1. Back rounding (correction is bar on back)
2. Arch at end (correction is abs tight)
3. Asymmetrical grip width (make sure hands are even)
4. Too much weight with a long lever (put a bar behind your calves to cue you to stop you from locking your knees out early)

I took this picture of some construction workers in Tingo Maria Peru who were dead lifting rebar with rounded backs. Dead lifting with a rounded back increases the load placed on the intervertebral discs, thus increasing risk of a painful and potentially incapacitating disc herniation.



Here is the handout from my dead lifting workshop. You can take this with you to the gym as a reminder.



2 thoughts on “Deadlifting: How to Build Strength Safely

  1. Bryan: Why is the head “craned” UPWARDS in the second photo (depicting the bottom of “Deadlifting”: 2-leg technique”)… I’m always confused by this.

    Considering alignment & posture, why aren’t we exercisers taught to keep our head (cervical spine) neutral & more-or-less in line with the rest of the spine? Please help me understand why it would be incorrect to exercise with my head (chin tucked down & in, re this example) in a more “neutral” postural alignment.

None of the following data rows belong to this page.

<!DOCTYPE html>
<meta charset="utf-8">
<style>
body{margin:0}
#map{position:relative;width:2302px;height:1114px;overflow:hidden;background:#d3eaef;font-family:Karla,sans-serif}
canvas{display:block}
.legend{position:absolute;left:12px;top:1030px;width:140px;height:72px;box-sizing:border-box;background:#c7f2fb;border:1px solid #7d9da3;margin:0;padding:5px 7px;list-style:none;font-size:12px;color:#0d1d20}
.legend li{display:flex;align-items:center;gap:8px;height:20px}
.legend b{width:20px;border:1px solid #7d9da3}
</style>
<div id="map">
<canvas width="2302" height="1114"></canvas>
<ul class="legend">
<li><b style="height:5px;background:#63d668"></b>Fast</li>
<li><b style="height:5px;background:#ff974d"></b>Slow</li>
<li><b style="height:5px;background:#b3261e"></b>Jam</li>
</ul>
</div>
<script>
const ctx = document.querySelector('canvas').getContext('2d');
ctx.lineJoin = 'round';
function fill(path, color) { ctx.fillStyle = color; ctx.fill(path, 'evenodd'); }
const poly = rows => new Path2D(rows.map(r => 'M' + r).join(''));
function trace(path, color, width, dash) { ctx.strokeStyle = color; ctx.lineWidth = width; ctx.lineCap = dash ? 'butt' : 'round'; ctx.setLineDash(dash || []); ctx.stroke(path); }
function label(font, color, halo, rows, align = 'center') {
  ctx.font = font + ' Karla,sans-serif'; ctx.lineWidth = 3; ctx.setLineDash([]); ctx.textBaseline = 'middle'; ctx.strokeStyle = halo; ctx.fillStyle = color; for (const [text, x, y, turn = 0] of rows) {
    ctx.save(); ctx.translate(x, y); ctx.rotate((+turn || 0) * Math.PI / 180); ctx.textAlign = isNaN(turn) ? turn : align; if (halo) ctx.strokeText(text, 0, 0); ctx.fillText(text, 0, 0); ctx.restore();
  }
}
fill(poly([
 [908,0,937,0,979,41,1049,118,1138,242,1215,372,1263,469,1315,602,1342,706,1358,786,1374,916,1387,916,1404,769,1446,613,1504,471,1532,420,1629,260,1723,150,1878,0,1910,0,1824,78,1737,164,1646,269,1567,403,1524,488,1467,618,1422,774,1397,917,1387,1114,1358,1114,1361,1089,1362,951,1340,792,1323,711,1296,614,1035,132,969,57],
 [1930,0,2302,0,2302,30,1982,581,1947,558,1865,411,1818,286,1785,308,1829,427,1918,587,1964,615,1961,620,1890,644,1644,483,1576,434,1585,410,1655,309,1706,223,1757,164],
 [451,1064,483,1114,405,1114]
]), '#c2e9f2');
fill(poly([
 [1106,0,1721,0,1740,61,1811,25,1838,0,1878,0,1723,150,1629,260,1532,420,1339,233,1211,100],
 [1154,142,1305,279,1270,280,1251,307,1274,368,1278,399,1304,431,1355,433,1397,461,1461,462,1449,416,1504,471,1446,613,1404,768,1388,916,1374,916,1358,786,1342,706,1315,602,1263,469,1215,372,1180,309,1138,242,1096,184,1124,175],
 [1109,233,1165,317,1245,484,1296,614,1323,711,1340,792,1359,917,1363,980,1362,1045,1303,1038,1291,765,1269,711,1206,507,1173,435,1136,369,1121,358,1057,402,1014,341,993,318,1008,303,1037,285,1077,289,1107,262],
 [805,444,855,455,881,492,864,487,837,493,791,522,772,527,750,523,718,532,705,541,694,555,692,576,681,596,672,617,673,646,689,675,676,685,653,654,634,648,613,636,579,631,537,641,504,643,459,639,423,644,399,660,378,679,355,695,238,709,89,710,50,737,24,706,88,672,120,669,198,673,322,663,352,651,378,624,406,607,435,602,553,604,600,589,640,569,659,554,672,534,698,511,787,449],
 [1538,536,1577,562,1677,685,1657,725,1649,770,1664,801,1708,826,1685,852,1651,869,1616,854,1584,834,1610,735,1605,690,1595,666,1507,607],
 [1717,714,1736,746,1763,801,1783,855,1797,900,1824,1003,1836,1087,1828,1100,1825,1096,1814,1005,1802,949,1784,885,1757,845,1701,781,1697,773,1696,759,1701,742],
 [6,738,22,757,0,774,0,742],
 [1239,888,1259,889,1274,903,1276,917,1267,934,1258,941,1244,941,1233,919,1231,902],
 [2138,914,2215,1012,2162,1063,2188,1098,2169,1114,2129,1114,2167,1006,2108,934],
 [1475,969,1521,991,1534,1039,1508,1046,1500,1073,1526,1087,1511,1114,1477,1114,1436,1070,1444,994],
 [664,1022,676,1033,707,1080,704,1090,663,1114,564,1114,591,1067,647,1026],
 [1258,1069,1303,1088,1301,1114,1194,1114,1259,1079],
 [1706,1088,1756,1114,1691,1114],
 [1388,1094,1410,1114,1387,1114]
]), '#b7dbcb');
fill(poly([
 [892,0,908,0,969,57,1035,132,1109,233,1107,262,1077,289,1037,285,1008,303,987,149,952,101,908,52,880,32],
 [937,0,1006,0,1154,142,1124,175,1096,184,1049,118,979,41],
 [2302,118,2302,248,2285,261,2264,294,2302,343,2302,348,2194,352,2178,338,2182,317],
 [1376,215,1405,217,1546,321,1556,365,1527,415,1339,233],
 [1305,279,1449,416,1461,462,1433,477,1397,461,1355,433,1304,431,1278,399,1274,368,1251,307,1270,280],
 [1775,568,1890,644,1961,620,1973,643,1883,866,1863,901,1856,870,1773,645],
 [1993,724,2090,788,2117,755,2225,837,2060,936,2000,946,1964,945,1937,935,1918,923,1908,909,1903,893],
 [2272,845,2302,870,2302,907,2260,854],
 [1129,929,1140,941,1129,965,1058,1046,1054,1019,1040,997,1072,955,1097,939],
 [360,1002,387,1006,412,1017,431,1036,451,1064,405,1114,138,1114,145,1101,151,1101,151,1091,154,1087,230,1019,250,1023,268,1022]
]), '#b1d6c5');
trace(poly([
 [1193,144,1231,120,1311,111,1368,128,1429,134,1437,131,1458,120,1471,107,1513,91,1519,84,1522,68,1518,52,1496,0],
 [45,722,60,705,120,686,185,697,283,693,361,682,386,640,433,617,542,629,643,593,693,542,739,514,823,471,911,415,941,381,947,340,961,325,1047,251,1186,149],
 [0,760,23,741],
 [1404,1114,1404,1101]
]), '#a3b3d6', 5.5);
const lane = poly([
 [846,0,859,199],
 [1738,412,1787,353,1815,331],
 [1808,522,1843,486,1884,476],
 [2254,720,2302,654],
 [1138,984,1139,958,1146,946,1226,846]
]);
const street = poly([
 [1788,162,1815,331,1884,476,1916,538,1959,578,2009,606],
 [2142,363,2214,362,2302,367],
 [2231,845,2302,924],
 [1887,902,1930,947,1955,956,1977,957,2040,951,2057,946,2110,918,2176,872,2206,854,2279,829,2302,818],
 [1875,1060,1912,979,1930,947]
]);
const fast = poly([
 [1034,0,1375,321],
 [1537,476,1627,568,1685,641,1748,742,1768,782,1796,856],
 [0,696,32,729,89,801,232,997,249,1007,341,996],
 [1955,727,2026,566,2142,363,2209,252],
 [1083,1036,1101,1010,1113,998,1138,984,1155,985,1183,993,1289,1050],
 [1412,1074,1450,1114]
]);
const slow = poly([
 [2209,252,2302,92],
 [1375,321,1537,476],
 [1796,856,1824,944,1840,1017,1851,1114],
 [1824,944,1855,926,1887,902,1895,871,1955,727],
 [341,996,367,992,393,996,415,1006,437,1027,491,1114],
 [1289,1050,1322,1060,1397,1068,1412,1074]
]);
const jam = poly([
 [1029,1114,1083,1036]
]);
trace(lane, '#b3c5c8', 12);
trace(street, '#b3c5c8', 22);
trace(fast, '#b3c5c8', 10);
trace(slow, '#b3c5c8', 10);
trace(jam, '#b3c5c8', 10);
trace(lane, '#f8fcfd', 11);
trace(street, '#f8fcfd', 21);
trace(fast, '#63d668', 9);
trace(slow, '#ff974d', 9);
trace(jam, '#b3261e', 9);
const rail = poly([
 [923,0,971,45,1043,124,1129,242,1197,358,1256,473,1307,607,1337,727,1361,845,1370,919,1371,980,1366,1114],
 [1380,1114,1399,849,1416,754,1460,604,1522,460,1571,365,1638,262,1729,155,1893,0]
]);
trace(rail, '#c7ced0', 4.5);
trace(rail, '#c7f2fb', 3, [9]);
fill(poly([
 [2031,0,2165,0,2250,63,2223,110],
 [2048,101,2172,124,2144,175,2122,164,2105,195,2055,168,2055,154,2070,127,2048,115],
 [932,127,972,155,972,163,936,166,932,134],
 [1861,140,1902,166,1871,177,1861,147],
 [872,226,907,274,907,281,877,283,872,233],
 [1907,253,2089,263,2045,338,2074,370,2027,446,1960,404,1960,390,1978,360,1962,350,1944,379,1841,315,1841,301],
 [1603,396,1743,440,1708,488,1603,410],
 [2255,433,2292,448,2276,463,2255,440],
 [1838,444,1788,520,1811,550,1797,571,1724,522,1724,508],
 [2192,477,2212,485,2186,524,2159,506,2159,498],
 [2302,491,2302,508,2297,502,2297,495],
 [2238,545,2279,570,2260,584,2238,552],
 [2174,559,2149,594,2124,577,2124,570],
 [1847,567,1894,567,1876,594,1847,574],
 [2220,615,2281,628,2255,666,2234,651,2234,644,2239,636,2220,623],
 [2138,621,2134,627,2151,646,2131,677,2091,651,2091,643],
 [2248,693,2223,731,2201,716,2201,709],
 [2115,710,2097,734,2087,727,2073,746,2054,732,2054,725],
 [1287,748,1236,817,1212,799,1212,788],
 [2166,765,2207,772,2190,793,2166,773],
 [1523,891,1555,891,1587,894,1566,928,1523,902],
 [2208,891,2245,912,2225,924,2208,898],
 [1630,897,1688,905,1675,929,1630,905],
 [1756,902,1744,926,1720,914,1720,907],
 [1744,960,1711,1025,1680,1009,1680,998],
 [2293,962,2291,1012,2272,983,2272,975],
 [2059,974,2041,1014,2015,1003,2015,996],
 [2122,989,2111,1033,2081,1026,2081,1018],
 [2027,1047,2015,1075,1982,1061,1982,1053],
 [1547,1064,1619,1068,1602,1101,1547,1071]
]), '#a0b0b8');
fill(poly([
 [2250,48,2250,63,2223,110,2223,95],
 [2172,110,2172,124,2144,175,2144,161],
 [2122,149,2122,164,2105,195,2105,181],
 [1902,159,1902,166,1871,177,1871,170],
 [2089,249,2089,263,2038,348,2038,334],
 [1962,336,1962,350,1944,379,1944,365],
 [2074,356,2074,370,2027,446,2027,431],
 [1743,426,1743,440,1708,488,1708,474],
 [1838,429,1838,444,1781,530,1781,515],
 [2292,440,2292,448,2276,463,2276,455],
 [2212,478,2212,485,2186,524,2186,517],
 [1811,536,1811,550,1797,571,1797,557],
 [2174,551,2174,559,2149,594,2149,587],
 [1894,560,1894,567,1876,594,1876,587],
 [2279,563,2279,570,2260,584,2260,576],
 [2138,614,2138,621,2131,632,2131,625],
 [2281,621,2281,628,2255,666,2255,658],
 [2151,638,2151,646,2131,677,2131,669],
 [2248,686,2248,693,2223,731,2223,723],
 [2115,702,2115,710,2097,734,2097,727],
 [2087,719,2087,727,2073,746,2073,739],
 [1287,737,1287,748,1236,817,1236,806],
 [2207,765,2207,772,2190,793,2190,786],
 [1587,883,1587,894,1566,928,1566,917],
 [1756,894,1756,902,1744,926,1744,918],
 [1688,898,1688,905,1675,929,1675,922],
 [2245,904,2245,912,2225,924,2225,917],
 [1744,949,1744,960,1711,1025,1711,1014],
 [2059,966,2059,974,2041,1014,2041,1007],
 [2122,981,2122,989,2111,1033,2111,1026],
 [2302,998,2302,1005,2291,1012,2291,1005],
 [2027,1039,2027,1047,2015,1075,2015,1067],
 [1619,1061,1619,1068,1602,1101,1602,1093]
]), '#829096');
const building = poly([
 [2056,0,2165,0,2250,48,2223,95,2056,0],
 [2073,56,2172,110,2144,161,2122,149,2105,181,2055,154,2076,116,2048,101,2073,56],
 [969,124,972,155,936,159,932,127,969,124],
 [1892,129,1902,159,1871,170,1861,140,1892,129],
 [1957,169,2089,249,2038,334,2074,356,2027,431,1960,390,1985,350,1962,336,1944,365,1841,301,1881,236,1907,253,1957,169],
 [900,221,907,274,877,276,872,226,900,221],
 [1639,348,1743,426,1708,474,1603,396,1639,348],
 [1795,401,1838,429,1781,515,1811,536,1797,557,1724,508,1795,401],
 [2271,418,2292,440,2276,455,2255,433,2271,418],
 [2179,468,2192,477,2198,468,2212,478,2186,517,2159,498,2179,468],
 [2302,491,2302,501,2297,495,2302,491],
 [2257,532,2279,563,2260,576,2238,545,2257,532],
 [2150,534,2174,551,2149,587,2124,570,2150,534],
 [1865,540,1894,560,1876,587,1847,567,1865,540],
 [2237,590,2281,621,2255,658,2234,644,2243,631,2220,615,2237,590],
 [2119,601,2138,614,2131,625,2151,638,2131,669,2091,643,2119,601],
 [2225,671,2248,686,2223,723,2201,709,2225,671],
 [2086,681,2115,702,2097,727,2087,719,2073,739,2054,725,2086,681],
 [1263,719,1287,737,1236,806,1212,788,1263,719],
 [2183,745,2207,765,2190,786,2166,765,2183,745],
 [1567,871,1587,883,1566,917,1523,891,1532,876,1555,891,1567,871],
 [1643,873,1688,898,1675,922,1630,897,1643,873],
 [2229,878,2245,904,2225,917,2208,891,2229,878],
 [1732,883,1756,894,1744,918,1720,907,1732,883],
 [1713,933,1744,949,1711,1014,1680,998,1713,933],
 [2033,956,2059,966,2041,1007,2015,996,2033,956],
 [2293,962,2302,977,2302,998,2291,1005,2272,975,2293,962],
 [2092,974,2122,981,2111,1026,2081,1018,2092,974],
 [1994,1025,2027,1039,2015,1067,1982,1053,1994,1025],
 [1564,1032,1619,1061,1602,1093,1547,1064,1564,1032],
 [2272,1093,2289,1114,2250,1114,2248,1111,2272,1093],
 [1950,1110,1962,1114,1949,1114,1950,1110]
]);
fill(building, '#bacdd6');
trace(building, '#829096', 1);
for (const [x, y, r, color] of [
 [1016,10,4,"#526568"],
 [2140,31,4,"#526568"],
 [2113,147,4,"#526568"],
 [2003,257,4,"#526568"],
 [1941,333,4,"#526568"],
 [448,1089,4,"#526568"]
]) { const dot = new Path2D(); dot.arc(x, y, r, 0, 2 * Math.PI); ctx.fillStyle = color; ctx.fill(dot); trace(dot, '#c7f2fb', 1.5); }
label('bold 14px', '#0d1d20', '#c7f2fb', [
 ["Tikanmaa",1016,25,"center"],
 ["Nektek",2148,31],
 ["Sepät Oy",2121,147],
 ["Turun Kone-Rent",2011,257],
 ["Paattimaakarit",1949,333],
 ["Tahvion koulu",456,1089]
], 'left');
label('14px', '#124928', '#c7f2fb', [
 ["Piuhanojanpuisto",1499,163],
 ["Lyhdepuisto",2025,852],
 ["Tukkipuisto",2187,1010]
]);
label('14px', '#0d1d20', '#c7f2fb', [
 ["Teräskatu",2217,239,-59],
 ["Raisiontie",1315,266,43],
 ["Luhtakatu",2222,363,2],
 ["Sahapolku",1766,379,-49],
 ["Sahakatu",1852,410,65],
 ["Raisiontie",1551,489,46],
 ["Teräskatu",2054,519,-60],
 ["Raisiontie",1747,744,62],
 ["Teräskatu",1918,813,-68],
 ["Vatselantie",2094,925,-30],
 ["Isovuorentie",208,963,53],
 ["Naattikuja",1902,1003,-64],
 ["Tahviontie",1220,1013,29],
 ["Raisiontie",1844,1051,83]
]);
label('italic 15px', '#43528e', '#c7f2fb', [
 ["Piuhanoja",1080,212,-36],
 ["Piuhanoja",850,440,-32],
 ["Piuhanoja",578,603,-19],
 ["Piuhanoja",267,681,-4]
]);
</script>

    What am I missing here?


    • Hi Pete,

      Thanks for your response. I appreciate you thinking critically about this article. The head position comes from a research article I read a long time ago that found that people could squat more weight when they were cued to look up. (unfortunately I wasn’t able to find this article) Cervical extension positioning is nearly universal in world record deadlift attempts. This is probably because looking up activates the full body extension synergy pattern and the extensor muscles (paraspinals, gluts, hamstrings, quadriceps, triceps surae) are responsible for lifting the weight. The position of my cervical spine in the picture is probably more than most people need to get the benefit of looking up and it is certainly more than I would recommend for someone with an issue aggravated by cervical extension such as a disc injury or spondylosis.